8

I'm using dual monitors, one of which is rotated with

xrandr --output HDMI-1 --rotate left

I get screen tearing on Google Chrome (installed from Chrome's PPAs, not Chromium) on both monitors, though it's more noticeable on the rotated one. I don't seem to get screen tearing in other programs, like gnome-terminal for example.

My GPU is

$ inxi -G
Graphics:  Device-1: Intel UHD Graphics 630 driver: i915 v: kernel 
           Display: x11 server: X.Org 1.20.4 driver: i915 resolution: 1920x1080~60Hz, 1920x1080~60Hz 
           OpenGL: renderer: Mesa DRI Intel UHD Graphics 630 (Coffeelake 3x8 GT2) v: 4.5 Mesa 19.0.8 

I tried adding

Section "Device"
   Identifier  "Intel Graphics"
   Driver      "intel"
   Option      "TripleBuffer" "true"
   Option      "TearFree"     "true"
   Option      "DRI"          "false"
EndSection

to /etc/X11/xorg.conf.d/20-intel-graphics.conf as per this question, but the problem is that command makes my dual monitors act as one monitor (the same picture shows up on both monitors). I tried removing the TripleBuffer and DRI lines, but that changed nothing. This side effect is mentioned in this Arch Linux Forum thread with a possible solution of adding i915.semaphores=1 to the kernel boot parameters.
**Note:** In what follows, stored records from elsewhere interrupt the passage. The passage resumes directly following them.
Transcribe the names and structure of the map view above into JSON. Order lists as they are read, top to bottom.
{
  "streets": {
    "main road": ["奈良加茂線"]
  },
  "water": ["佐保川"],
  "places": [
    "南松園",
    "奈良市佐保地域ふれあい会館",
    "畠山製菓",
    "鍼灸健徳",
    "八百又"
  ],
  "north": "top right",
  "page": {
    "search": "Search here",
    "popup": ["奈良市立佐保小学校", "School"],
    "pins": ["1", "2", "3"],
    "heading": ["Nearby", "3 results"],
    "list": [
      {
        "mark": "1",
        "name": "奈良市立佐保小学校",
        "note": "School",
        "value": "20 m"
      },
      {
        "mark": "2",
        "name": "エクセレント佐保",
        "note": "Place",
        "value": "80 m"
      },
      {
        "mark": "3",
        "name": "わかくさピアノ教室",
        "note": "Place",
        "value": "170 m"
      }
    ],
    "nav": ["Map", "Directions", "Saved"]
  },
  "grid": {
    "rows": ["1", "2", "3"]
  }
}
I don't know if that 7 year old advice is still relevant and if I was in a situation where I could fiddle with kernel boot parameters, I probably wouldn't be using Ubuntu in the first place.

I also tried setting the chrome://flags/#ignore-gpu-blacklist Chrome flag as per this question, but nothing seems to have changed in chrome://gpu/.

I'm using i3 as my window manager. I'm using X, not Wayland (i3 doesn't work with Wayland).

  • 1
    For the i3 try running also Compton compositor manager. It should eliminate any tearing. – Michal Przybylowicz Oct 6 '19 at 13:21
  • 1
    I also have this issue on 19.10. – Sam Johnson Dec 28 '19 at 7:06
  • A couple months later I try to fix this again and end up back on my own question from Google with no solution – Boris Feb 20 at 16:41
  • @Michal it doesn't. – Boris Feb 20 at 17:19
  • Do you get screen tearing in Firefox too? – WinEunuuchs2Unix Jun 20 at 20:23
3

I was able to fix for i7 Ubuntu 20.04 modifying my /etc/X11/xorg.conf file to include DRI3 as follows, which I found here.

Section "Module"
    Load "dri3"
EndSection

Section "Device"
    Identifier  "Intel Graphics"
    Driver      "intel"
    Option      "DRI"   "3"
EndSection
| improve this answer | |
  • Maybe helpful cd-rw.org/t/… – nobody Jun 20 at 9:38
  • This fixed the screen tearing but turned all my monitors (I have 3 now) into one, they all display the same image. How do I fix this? – Boris Jun 24 at 21:24
  • Turns out the outputs were renamed from HDMI-1 to HDMI1 (I don't know if as a result of this or something else). I changed the xrandr commands in my ~/.xinitrc file to xrandr --output HDMI1 --left-of HDMI2 etc. and I have 3 monitors again. – Boris Jun 24 at 21:36
  • Never mind, my screen is still tearing, I think that was just wishful thinking – Boris Jun 24 at 22:17
2

I have this same issue on 19.10 with latest Kubuntu and i915 driver for Intel GPU.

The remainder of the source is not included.